RALEIGH, N.C. (WNCN) — The International Space Station is more than 250 miles above Earth and its from there that astronauts spoke to students in Raleigh.
Packed into an auditorium, the Brentwood Magnet Elementary School of Engineering student body voiced pressing questions into space.
Fourth-grader Drew Deunn-ell learned a lot from the questions answered by astronaut Koichi Wakata.
“What they eat and how they stay alive up there. I didn’t know how long they stay up there,” said Deunn-ell.
There’s a lot he didn’t know about space and NASA.
“There’s so many different careers. I thought it was only about astronaut career,” said Deunn-ell.
Fifth-grader Timothy Gaetz learned a lot about life in space for astronauts.
“You get to use robotics, and you do science experiments and you get to stay up there for about a year or so,” Gaetz said.
The curriculum at Brentwood this year is focused on space engineering.
“We’ve been doing challenges in the school related to space so building parade floats that are space related, doing straw rockets, we’re going to start working on some parachutes,” said magnet coordinator Kristen McBryde.

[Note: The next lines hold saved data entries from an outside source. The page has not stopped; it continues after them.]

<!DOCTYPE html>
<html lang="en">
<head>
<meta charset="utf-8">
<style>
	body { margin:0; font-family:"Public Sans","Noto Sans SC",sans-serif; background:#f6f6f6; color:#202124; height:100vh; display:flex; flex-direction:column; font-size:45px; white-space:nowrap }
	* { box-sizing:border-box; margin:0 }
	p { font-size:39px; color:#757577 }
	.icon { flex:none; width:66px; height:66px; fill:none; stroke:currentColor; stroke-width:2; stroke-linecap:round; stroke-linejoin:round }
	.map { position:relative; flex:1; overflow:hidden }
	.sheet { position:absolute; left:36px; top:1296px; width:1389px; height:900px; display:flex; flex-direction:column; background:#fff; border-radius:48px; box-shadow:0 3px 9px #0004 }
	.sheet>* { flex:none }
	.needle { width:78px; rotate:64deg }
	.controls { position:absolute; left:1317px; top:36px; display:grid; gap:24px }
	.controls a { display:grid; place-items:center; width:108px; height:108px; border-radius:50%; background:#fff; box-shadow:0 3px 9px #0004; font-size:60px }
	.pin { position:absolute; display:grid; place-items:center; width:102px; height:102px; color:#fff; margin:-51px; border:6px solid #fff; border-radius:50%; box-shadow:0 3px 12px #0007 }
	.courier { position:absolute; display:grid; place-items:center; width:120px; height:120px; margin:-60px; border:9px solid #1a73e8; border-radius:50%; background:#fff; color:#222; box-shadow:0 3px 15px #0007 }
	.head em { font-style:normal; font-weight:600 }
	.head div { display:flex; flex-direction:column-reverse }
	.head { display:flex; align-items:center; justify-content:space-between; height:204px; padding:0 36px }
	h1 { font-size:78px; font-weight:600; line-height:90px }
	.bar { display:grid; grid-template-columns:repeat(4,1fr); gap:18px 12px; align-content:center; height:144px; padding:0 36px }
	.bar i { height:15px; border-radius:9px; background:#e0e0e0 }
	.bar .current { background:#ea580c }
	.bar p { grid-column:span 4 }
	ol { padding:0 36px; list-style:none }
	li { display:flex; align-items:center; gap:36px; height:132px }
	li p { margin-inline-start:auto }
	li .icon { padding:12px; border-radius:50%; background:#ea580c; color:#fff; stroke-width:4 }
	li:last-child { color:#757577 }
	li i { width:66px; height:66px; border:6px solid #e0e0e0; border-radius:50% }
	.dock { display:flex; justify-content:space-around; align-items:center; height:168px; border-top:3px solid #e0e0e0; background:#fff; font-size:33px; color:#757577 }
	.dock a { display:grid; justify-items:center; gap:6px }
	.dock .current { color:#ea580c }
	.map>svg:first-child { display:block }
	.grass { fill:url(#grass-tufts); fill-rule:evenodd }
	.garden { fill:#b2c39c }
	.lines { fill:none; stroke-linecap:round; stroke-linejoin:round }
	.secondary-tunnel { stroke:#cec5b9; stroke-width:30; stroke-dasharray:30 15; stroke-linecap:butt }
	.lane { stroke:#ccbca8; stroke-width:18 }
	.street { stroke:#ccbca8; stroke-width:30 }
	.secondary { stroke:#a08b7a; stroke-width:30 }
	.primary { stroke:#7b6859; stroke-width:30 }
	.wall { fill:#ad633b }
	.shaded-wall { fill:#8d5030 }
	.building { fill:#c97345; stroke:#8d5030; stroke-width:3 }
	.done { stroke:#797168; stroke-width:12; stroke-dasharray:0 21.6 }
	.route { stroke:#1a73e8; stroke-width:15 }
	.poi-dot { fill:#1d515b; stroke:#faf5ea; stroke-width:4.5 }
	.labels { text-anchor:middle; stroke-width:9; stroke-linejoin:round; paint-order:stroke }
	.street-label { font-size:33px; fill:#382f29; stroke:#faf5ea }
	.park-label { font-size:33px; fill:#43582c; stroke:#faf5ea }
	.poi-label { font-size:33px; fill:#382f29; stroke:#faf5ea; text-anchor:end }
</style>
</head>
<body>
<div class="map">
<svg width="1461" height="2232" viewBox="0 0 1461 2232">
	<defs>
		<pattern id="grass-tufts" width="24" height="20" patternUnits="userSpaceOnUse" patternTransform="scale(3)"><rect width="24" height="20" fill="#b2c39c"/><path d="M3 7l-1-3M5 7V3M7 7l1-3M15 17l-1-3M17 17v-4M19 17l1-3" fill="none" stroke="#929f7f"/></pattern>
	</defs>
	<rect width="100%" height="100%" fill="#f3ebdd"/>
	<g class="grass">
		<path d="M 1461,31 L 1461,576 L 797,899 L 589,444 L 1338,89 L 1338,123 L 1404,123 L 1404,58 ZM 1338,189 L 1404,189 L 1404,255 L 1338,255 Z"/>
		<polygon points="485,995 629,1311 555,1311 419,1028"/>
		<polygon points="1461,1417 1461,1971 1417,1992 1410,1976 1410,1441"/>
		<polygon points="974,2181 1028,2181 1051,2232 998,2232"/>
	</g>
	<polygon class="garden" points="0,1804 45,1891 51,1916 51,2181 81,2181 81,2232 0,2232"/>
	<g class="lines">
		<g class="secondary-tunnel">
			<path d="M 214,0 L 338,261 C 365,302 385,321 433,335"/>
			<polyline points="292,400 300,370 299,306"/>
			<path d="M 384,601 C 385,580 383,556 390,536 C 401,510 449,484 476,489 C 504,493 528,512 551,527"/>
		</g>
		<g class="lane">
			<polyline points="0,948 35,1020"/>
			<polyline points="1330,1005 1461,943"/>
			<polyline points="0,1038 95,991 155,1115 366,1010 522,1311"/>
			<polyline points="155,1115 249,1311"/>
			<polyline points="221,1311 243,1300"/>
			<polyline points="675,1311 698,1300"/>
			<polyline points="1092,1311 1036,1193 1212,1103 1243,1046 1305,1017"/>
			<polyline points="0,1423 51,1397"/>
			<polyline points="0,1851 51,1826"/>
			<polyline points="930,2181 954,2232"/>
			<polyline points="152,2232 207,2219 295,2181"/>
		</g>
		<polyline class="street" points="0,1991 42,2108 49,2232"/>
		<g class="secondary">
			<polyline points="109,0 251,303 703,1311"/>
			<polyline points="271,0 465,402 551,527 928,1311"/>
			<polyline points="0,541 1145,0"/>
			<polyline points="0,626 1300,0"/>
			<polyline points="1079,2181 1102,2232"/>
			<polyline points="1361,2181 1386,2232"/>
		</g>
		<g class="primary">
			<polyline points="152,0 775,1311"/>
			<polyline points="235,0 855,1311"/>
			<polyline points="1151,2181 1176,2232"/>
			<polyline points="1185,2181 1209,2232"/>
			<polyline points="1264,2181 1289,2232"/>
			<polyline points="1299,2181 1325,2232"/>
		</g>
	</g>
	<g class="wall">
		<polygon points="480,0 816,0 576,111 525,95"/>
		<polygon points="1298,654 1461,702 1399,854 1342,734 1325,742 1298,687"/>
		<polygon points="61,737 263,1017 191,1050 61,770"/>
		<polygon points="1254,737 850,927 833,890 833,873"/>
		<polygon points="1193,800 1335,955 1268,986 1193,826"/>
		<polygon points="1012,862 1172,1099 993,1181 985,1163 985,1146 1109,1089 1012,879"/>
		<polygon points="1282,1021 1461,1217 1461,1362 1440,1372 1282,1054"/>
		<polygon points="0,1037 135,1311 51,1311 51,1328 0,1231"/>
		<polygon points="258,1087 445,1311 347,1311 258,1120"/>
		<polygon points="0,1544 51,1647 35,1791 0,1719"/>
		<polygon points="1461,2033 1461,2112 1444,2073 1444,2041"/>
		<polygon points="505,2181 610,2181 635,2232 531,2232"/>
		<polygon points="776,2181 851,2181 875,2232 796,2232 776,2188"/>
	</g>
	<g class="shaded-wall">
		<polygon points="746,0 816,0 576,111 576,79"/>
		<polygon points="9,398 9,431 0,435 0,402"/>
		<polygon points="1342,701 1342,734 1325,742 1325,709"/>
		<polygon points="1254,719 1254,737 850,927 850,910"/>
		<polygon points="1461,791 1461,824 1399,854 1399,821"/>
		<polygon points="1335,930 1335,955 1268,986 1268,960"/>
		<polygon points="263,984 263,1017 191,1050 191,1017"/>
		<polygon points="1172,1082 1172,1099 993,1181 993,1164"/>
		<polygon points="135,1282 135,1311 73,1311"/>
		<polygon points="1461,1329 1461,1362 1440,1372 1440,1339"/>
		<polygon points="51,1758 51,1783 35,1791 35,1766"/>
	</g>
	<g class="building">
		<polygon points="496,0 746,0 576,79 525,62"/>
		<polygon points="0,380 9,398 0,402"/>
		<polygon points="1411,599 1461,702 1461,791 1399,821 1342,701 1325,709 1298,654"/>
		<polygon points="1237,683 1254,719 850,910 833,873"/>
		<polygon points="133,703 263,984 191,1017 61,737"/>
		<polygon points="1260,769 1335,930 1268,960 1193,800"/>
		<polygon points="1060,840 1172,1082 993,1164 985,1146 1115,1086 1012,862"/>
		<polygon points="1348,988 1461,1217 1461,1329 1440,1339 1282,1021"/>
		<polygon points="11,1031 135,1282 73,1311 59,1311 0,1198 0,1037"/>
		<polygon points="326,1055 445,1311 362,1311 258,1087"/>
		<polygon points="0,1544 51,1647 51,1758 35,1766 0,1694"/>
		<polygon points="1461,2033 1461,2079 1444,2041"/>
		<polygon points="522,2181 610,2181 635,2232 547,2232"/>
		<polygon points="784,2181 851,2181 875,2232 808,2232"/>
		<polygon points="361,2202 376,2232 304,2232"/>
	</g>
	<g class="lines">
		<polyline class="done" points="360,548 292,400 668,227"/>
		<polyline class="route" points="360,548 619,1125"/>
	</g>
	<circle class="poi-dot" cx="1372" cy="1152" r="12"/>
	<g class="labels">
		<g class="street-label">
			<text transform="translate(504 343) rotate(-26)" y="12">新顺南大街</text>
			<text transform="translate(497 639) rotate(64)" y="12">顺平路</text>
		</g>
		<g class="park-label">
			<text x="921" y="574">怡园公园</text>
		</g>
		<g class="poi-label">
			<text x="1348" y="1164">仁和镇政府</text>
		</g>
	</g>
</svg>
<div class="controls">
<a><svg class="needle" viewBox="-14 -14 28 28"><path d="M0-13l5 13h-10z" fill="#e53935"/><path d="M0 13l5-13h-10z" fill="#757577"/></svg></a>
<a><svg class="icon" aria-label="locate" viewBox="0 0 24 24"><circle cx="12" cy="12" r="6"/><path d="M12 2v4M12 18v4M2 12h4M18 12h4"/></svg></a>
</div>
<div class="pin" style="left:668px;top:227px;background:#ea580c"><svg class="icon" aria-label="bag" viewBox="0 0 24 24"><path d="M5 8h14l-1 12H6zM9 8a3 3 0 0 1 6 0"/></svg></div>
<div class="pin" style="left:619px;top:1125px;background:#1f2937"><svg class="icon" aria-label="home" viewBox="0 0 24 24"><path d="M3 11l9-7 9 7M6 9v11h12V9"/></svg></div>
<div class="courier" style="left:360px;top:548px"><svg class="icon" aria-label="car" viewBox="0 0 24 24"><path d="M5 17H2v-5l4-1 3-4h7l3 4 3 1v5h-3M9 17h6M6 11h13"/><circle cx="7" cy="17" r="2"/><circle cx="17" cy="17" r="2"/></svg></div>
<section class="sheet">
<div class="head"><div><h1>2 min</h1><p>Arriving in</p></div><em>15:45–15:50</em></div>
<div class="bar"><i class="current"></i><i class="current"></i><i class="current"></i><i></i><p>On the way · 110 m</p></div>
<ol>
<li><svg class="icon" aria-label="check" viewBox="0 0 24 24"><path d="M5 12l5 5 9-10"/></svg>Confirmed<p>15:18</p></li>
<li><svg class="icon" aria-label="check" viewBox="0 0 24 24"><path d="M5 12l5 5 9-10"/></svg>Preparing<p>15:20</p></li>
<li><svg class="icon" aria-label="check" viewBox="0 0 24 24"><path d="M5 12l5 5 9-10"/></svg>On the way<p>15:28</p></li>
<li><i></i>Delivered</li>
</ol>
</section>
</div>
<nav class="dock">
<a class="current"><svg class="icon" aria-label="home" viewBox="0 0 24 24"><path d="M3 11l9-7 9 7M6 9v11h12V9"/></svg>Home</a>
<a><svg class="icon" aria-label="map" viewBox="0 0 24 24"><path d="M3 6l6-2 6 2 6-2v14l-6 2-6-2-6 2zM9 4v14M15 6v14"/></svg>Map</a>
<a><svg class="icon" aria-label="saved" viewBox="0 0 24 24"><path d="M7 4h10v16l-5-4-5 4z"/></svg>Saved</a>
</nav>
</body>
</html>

She said connecting with the International Space Station took about a year. The entire student body voted on the final questions to ask. They spoke with Wakata through amateur radio.
Brentwood was selected by Amateur Radio on the International Space Station as one of only nine schools in the country to participate in this year’s program. It’s the first elementary school in the Wake County Public School System to participate in this year’s program.
“It’s really cool. It’s a once-in-a-lifetime experience because I learned only nine other schools in the world are doing this,” said Gaetz said.
McBryde hoped hearing from Wakata will show students problem solving skills in action.
“As an engineering magnet school, we are all about teaching our kids to solve problems and that is what astronauts do, that is what NASA does,” said McBryde.
Even for those not aiming for a career with NASA or in engineering, McBryde hopes that’s a skill students will take with them.
“Using our thinking like engineers, they can solve those problems no matter what field they go into,” said McBryde.